Cold Storage Facility for BFTs
Urban consumers are now assured of quality agriculture and fishery products with the establishment of cold storage facilities in the barangay food terminals (BFTs) that have been set up in Metro Manila.
Arnel Ramir M. Apaga, director of the Training and Extension Department of the Bureau of Postharvest Research and Extension (BPRE) and also the focal person for the national food chain program, said the cold storage facilities ensure longer shelf life of agricultural and fishery products and, hence, prolong their quality until these are sold out.
Highly perishable products like vegetables last only for three days. With the cold storage facilities that are being set up by BPRE, these could now be stored up to three weeks.
The BFTs are being established in support of the Department of Agriculture’s Goal 2 Program, which aims to make food products more affordable and accessible to all consumers at affordable prices.

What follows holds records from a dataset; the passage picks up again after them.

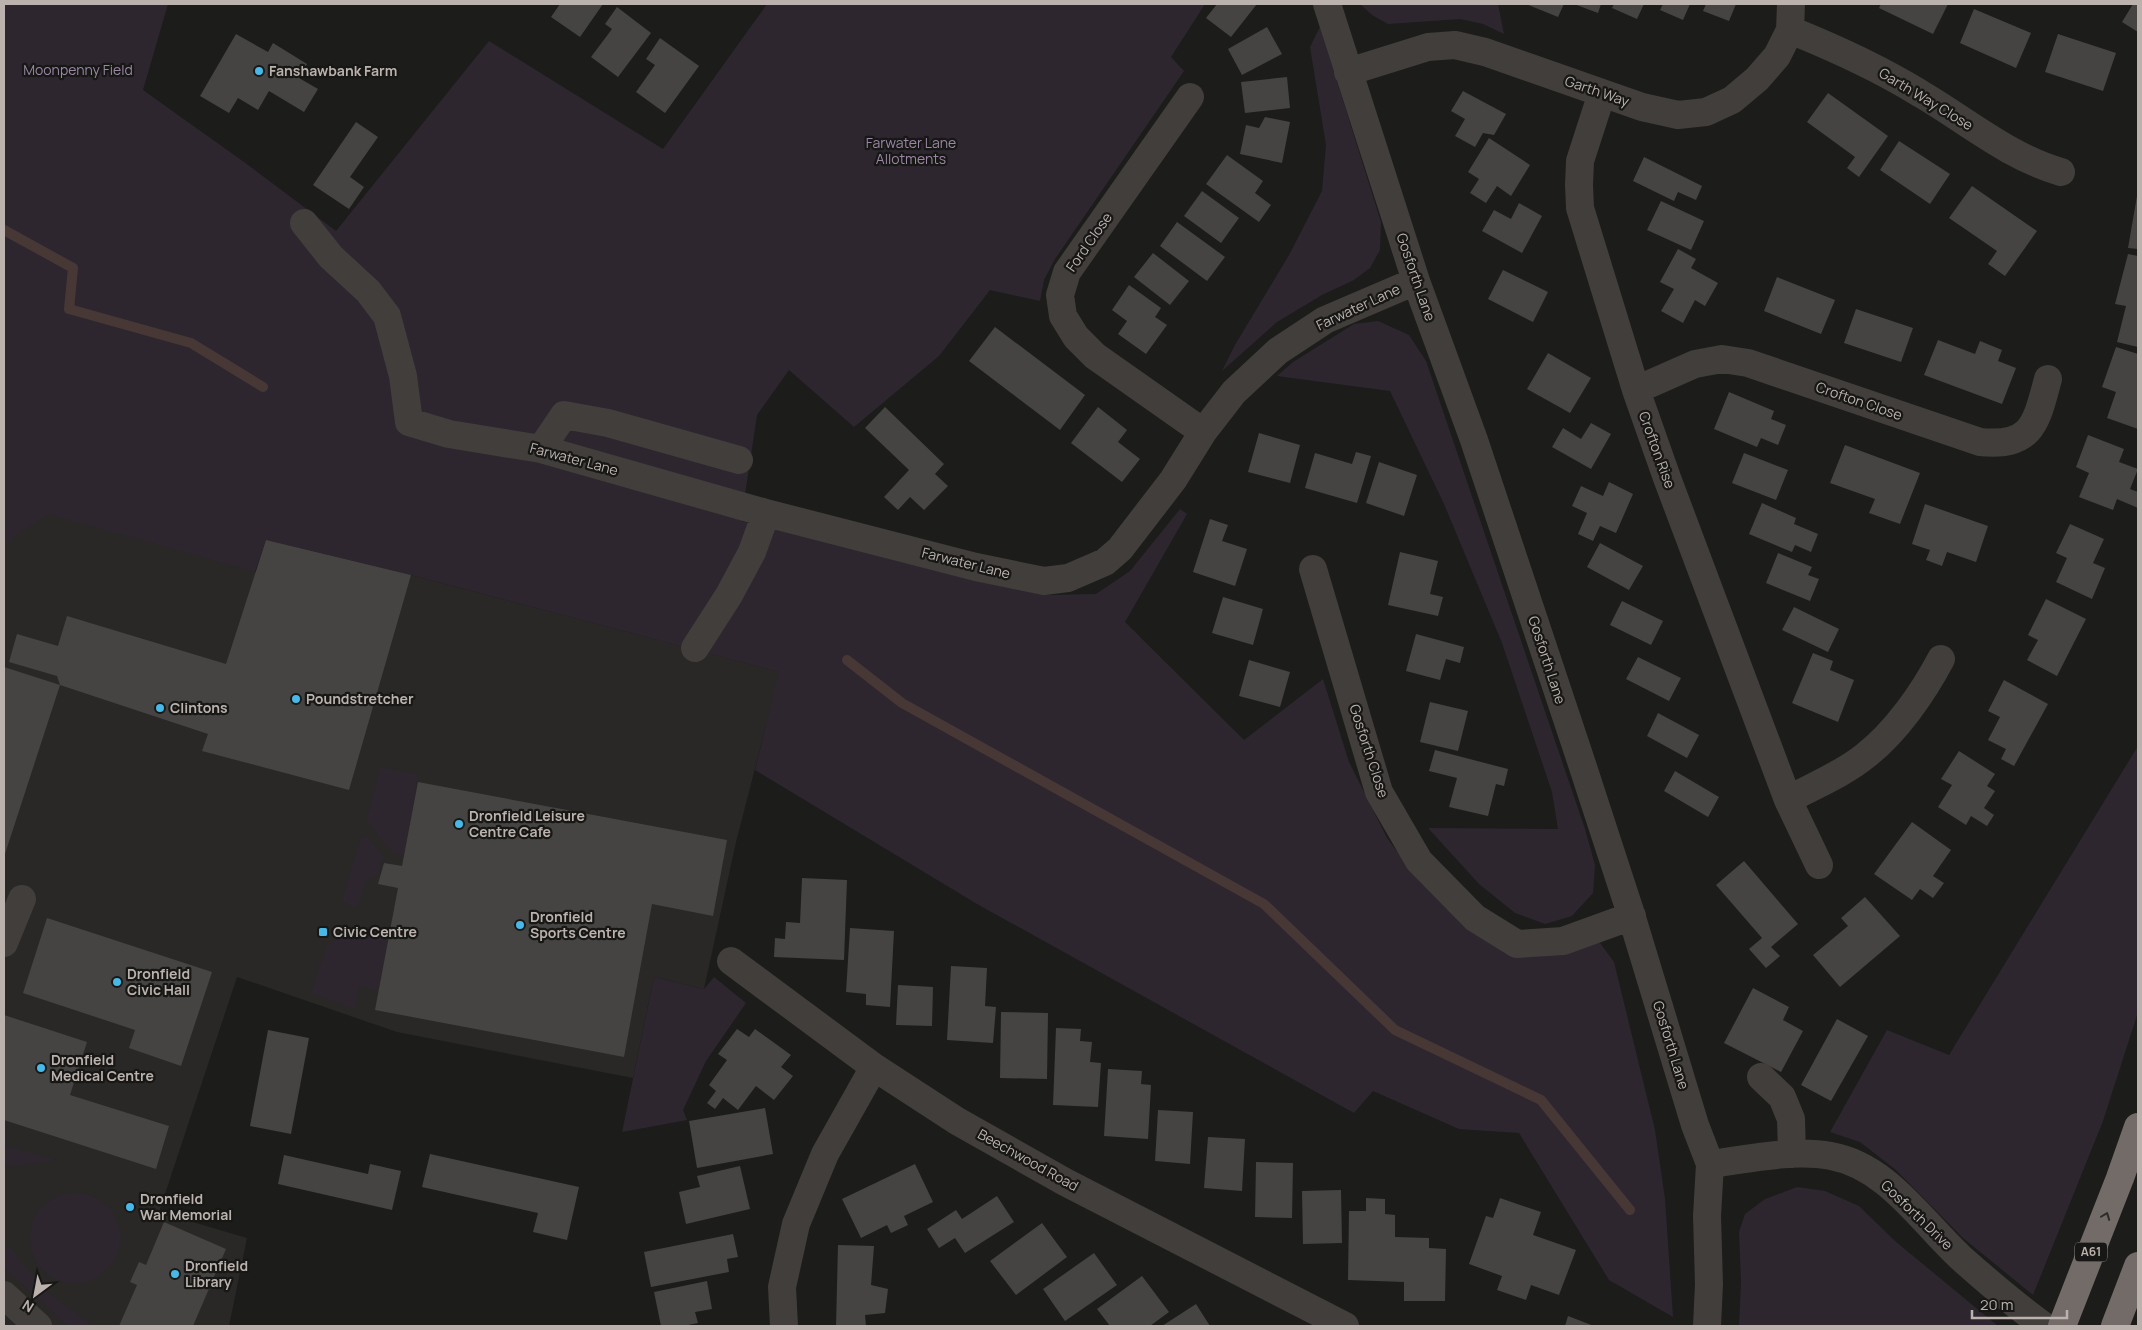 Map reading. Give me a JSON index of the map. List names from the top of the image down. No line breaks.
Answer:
{"streets":{"highway":["A61"],"street":["Garth Way","Garth Way Close","Ford Close","Gosforth Lane","Farwater Lane","Crofton Close","Crofton Rise","Gosforth Close","Beechwood Road","Gosforth Drive"]},"crossings":[["Garth Way","Garth Way Close"],["Garth Way","Gosforth Lane"],["Garth Way","Crofton Rise"],["Ford Close","Farwater Lane"],["Gosforth Lane","Farwater Lane"],["Gosforth Lane","Gosforth Close"],["Gosforth Lane","Gosforth Drive"],["Crofton Close","Crofton Rise"]],"parks":["Moonpenny Field","Farwater Lane Allotments"],"places":{"other":["Fanshawbank Farm","Poundstretcher","Clintons","Dronfield Leisure Centre Cafe","Dronfield Sports Centre","Dronfield Civic Hall","Dronfield Medical Centre","Dronfield War Memorial","Dronfield Library"],"transit":["Civic Centre"]},"scale_bar":"20 m","north":"bottom left"} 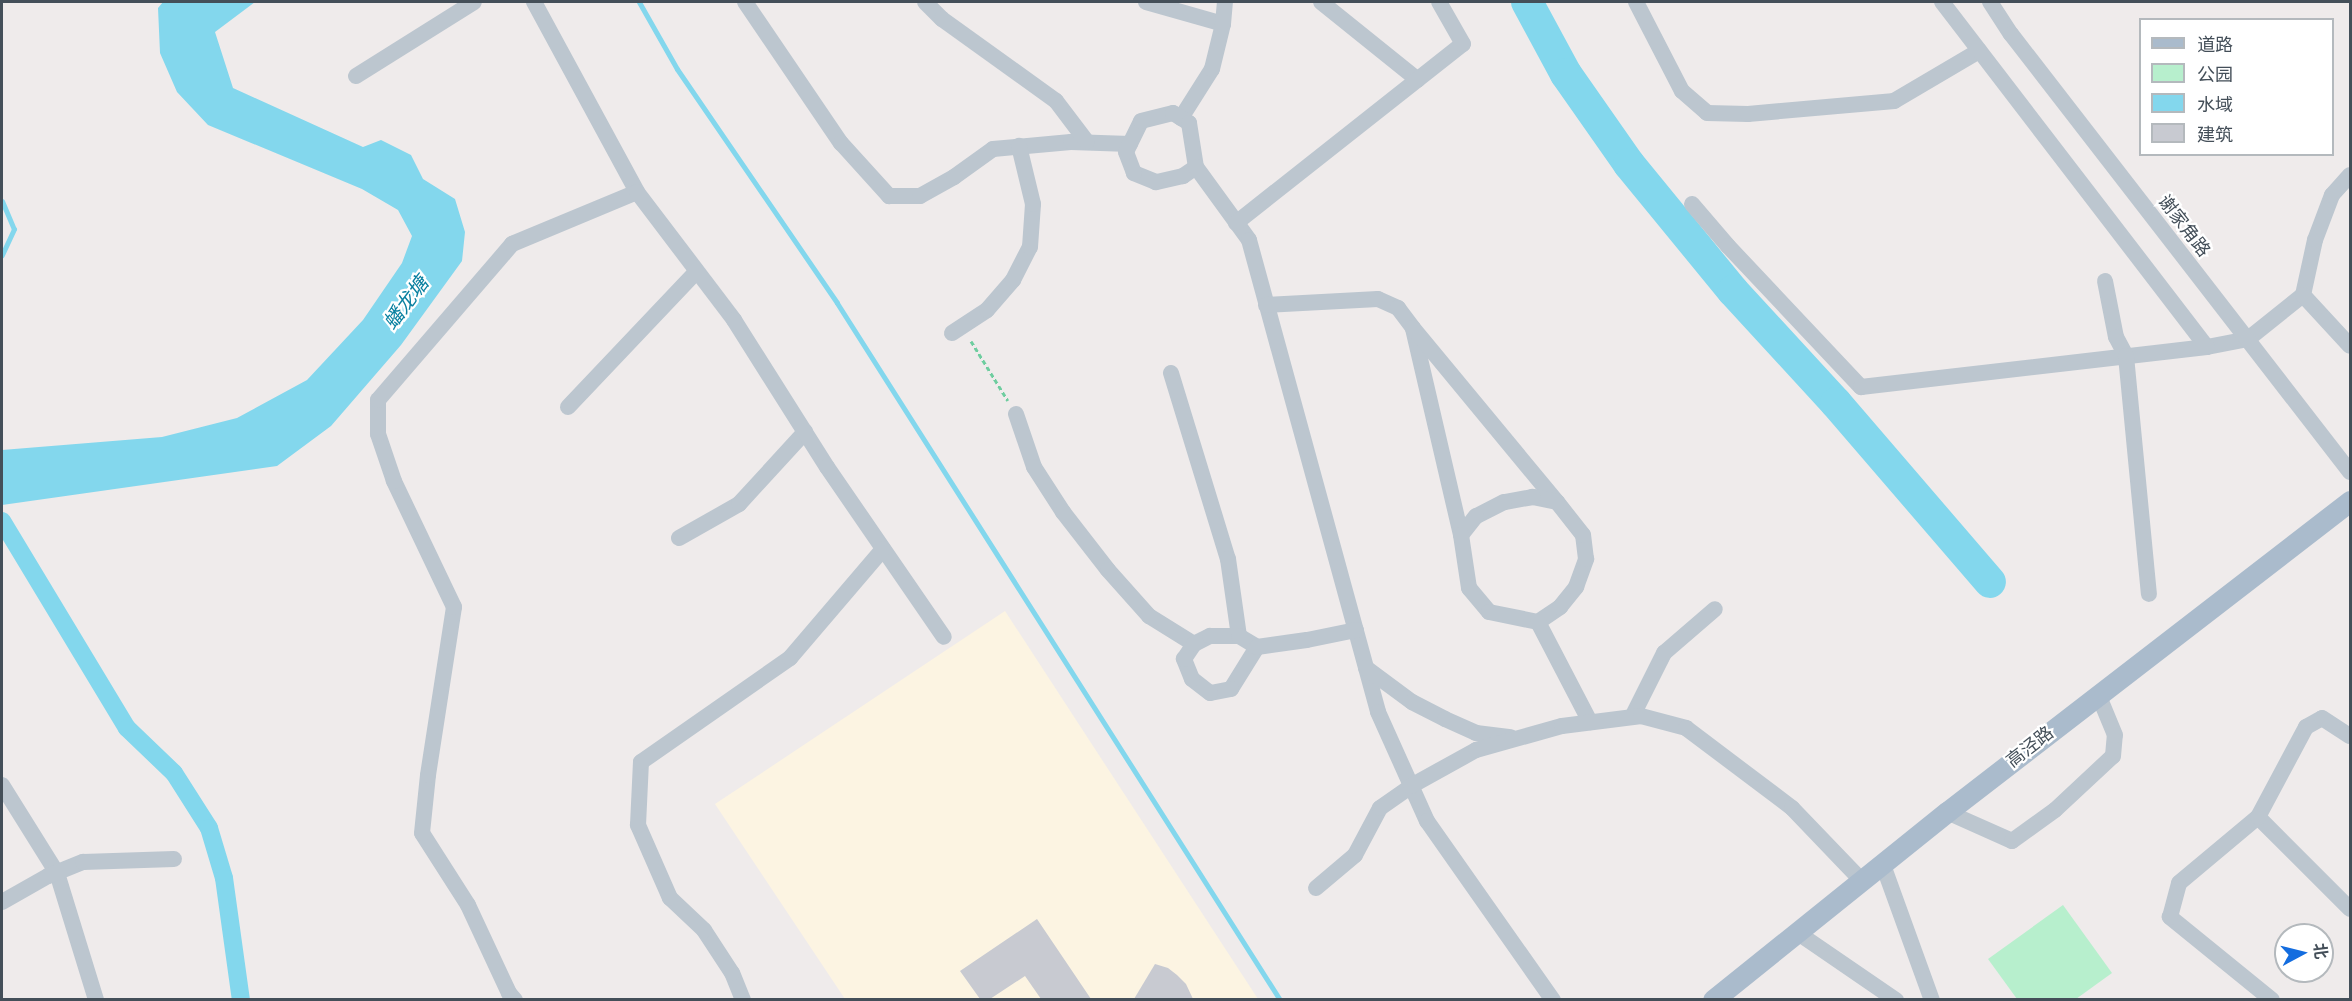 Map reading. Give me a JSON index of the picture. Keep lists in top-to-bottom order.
{
  "streets": {
    "main road": ["高泾路"],
    "street": ["谢家角路"]
  },
  "water": ["蟠龙塘"],
  "legend": [
    "道路",
    "公园",
    "水域",
    "建筑"
  ],
  "north": "right"
}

It is intended to ensure a stable price and supply of agriculture and fishery products through the establishment of cold storage facilities and a direct link with producers, thereby eliminating middlemen.
The DA and the local government units (LGUs) in Metro Manila collaborate with each other to establish the BFTs through a memorandum of agreement (MOA). Under the MOA, BPRE under DA is tasked to provide technical support in the establishment of cold storage facilities. BPRE is also responsible to provide training and to monitor food handling and storage.
In the Taguig BFT, for instance, its cold storage facility has a capacity of 1,500 to 2,000 kilograms (kg) of meat and 1,000 kg of mixed vegetables from the highlands and lowlands. Among its numerous suppliers is the Luntian Multi-Purpose Cooperative of Tiaong, Quezon, which delivers 130 to 200 kg of pork and beef per delivery. It delivers twice a week, enough for the whole week supply.